10 años de TODO LO QUE MOLA

Saludos, cosmonautas.

hoy se cumplen 10 años desde que la Arcadia despegó. 10 años en los que este blog ha pasado de una actividad frenética a prácticamente vagar a la deriva con unas pocas actualizaciones anuales. Pero la Arcadia ha sido algo muy importante para mí a nivel personal, y por eso me he animado a hacer este post, haciendo un breve repaso a lo que ha significado este pequeño blog para mí.
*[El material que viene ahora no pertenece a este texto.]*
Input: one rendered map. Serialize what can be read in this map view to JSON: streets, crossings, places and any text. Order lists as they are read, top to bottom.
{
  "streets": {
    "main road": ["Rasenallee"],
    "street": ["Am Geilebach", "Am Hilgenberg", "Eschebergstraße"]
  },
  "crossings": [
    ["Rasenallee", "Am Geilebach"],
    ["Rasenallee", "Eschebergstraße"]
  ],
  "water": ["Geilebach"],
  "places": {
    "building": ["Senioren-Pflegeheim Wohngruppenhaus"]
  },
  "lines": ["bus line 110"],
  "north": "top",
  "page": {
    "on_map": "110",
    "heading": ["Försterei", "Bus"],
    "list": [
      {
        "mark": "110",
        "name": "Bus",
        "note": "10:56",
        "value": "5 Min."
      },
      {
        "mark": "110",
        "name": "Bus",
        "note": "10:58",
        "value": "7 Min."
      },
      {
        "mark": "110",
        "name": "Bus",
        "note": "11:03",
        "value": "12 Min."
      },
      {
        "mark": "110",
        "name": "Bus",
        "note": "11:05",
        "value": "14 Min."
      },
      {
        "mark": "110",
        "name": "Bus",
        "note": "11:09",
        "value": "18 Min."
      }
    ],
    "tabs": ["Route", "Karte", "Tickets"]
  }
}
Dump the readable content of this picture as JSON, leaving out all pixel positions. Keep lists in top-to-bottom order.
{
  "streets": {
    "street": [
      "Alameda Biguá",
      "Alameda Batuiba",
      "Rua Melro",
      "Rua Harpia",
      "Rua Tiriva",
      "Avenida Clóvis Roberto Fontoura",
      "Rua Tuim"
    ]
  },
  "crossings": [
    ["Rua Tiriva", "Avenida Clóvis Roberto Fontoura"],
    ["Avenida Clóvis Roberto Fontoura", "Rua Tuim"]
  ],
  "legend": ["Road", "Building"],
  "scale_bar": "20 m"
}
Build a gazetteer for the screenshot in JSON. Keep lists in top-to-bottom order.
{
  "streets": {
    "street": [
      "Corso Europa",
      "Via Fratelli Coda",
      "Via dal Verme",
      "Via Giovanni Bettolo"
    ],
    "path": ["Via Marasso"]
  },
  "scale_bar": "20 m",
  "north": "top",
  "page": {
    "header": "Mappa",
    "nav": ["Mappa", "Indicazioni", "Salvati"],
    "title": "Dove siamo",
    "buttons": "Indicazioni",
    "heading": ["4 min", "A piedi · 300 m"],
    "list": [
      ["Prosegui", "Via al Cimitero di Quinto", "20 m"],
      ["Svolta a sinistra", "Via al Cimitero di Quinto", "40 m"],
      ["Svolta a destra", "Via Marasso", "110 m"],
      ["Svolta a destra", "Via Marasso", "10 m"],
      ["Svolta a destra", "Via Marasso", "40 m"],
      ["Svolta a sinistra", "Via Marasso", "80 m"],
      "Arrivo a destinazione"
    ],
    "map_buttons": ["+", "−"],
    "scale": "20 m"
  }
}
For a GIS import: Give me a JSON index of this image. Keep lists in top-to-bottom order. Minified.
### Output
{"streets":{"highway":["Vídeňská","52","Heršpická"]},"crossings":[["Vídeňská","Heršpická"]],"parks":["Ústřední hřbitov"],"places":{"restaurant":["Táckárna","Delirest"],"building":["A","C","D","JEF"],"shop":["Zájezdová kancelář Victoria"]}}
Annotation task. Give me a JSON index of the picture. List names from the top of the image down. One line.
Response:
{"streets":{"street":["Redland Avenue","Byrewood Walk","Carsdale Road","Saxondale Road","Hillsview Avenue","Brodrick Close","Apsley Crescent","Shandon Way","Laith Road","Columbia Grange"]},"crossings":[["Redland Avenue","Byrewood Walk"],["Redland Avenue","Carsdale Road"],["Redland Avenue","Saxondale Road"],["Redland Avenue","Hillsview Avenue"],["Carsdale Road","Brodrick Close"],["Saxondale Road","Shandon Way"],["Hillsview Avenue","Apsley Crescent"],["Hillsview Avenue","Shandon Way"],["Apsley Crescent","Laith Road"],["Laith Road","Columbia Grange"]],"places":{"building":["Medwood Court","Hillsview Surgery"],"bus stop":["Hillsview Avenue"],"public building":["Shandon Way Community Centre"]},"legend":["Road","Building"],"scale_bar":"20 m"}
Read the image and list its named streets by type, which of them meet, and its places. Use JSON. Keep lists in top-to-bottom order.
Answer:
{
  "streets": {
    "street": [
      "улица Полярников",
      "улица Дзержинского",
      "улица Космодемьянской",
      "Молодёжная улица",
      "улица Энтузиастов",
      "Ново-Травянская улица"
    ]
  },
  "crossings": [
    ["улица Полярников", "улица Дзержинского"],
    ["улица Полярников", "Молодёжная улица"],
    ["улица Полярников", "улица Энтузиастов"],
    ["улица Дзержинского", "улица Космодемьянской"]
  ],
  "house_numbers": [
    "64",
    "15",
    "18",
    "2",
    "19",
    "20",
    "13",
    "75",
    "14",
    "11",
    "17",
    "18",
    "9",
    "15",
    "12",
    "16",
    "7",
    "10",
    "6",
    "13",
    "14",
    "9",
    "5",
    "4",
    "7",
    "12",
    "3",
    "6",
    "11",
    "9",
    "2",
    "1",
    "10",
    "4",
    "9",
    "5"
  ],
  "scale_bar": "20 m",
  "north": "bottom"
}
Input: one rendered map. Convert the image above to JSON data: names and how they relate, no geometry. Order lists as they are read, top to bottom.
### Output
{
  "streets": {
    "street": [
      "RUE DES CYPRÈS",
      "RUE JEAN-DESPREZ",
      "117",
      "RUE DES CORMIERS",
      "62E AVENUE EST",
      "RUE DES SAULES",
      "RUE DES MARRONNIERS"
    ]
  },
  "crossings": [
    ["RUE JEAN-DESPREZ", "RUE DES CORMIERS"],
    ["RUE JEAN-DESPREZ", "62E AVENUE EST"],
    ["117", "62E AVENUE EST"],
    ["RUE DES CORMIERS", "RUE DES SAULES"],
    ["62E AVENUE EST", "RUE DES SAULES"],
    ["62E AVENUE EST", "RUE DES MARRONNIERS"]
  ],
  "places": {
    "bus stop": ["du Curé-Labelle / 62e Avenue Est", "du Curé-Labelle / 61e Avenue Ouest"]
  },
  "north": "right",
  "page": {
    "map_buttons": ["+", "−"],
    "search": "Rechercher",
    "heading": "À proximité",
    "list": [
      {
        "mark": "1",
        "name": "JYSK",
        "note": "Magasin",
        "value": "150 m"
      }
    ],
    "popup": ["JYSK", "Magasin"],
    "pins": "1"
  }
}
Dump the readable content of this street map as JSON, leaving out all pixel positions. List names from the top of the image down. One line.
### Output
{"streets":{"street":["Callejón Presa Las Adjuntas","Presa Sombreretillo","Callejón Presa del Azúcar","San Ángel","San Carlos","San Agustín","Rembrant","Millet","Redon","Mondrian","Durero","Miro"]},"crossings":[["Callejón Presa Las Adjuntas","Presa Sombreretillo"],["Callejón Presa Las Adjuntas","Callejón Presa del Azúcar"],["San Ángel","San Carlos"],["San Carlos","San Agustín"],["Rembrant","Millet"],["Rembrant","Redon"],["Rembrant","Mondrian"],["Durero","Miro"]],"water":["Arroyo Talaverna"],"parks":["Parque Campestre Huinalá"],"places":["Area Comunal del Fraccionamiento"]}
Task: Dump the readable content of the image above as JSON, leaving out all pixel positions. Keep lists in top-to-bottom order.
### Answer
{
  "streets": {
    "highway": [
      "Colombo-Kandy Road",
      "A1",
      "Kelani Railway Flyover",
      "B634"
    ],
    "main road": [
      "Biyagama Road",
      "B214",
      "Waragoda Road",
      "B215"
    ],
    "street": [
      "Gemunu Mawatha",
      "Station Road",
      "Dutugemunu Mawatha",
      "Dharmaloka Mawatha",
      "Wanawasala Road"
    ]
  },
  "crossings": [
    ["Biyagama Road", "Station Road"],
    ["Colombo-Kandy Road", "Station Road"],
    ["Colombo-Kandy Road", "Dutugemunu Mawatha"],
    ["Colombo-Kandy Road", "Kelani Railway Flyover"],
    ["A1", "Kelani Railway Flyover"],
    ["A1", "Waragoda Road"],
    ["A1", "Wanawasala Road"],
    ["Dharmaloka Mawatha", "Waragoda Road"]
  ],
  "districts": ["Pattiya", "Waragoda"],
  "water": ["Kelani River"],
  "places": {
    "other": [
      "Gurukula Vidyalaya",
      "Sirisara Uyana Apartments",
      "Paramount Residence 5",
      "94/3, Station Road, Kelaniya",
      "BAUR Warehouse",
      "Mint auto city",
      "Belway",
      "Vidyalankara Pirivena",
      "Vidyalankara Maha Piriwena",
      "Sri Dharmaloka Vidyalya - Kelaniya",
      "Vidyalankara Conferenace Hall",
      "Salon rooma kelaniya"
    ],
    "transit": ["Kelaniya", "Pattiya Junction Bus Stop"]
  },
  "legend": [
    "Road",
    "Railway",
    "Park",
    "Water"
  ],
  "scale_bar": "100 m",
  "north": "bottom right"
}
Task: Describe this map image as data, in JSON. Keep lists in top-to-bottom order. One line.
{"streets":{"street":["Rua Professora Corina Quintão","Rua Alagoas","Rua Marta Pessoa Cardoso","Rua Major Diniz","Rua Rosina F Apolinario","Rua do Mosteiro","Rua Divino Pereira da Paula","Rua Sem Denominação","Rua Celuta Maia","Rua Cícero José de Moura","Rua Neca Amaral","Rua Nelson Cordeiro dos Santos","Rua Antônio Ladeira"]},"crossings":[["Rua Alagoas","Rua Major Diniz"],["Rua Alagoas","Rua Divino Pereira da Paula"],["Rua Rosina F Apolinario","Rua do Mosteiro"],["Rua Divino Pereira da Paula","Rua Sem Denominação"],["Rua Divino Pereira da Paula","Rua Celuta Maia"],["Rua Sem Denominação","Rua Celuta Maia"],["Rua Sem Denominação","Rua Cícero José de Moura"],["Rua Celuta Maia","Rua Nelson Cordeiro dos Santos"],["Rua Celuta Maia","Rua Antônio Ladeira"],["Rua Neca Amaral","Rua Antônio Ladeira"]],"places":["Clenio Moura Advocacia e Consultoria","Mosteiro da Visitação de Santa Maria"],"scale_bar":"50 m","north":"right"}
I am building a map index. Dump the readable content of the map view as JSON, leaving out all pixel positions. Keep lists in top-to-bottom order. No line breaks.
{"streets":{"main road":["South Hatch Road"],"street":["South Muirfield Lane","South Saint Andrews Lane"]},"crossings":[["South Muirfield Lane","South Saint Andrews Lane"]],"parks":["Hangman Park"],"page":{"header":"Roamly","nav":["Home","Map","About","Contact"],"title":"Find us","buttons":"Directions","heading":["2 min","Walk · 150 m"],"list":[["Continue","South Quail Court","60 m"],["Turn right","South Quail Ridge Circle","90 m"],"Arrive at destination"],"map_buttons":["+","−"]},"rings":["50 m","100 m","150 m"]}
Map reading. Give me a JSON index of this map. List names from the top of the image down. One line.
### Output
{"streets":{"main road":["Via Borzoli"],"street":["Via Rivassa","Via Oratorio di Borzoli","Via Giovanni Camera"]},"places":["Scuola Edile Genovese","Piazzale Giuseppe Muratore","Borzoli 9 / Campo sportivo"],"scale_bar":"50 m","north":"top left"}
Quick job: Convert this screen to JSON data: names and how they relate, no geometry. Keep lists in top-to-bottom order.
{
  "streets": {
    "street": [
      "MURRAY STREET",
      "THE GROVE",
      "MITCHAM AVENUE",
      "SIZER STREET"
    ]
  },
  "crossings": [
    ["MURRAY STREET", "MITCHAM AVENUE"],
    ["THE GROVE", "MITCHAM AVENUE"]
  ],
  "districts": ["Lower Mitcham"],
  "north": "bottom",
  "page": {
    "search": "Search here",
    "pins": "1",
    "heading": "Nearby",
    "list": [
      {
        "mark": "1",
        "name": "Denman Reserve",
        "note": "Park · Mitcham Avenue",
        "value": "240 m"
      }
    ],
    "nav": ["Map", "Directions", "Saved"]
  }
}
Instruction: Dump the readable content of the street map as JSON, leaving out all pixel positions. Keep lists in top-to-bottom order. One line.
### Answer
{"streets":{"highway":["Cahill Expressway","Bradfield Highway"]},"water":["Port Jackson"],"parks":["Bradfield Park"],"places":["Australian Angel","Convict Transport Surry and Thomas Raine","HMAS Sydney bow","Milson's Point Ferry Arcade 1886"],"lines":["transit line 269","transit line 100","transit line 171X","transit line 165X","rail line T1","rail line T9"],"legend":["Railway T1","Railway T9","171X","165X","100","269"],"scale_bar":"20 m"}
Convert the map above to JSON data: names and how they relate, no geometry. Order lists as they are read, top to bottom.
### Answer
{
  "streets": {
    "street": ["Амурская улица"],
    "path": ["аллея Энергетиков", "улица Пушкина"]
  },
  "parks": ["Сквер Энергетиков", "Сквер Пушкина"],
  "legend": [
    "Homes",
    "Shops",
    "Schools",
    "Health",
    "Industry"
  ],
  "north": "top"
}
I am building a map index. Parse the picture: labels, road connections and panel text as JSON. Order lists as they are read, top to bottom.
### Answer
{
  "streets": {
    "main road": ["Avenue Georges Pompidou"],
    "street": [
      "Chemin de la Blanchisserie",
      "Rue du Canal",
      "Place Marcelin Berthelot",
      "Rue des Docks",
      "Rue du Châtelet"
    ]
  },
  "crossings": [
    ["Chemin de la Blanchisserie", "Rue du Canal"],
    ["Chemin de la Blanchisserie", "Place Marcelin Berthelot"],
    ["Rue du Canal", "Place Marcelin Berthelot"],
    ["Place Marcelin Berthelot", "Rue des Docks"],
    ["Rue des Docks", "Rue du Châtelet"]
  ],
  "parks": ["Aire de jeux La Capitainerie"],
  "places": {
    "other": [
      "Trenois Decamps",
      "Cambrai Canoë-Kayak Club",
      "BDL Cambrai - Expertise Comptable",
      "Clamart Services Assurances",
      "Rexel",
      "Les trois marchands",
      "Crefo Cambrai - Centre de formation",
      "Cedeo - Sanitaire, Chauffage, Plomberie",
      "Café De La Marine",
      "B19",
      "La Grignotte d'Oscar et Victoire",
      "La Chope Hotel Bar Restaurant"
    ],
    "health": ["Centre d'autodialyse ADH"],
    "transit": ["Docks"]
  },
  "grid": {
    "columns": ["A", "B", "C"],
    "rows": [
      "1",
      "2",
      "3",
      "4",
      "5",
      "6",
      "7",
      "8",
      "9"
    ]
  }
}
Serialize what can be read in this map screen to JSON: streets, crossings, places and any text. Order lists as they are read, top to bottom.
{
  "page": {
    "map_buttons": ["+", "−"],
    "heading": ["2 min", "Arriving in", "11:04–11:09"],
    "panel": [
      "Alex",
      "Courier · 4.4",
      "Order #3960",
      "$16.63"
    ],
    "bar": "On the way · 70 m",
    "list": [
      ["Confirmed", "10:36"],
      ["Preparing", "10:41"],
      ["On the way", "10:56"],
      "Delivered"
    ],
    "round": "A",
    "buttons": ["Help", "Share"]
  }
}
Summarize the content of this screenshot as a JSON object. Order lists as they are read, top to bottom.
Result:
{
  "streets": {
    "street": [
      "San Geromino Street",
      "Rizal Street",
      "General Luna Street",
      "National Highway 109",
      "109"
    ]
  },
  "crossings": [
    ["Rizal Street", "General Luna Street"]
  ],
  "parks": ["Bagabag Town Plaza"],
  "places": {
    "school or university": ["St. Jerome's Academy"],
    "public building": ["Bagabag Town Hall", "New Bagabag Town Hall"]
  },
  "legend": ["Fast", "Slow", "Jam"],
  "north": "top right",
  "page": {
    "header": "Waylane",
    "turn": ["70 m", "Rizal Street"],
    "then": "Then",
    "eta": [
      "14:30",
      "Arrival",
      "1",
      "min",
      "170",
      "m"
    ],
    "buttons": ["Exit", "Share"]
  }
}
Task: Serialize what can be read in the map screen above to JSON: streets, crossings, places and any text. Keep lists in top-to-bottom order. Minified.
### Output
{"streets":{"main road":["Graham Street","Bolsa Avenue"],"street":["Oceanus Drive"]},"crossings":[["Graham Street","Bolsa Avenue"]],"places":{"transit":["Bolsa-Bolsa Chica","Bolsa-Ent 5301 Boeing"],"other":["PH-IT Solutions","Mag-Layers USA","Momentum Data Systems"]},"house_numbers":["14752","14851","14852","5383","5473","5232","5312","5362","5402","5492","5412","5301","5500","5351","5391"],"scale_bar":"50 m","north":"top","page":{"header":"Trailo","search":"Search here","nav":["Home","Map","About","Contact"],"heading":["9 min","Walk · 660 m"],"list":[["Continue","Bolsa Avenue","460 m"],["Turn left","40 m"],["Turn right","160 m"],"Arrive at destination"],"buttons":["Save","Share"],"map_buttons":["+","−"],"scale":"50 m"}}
El 22 de diciembre de 2008, cuando todavía tenía muchísimo pelo, decidí abrir en Blogspot un blog, como muchos había en la época. El motivo no era otro que saciar mis ansias por seguir escribiendo y divulgando sobre todo aquello que me gustaba. No era ni mucho menos la primera vez que me ponía a escribir, en realidad llevaba unos siete años escribiendo para una revista de tirada nacional, la Hell Awaits, de referencia para los aficionados al Metal Extremo. Allí escribí mucho, sobre todo entrevistas, reseñas de discos y conciertos, pero también algunos artículos sobre cosas muy dispares. Pero cuando la revista pasó a mejor vida me sentí huérfano. Necesitaba escribir, y tenía ese impulso divulgador, proselitista, esa necesidad de compartir con el mundo aquellas cosas que me entusiasmaban; algo que a lo largo de estos diez años ha ido todavía a más.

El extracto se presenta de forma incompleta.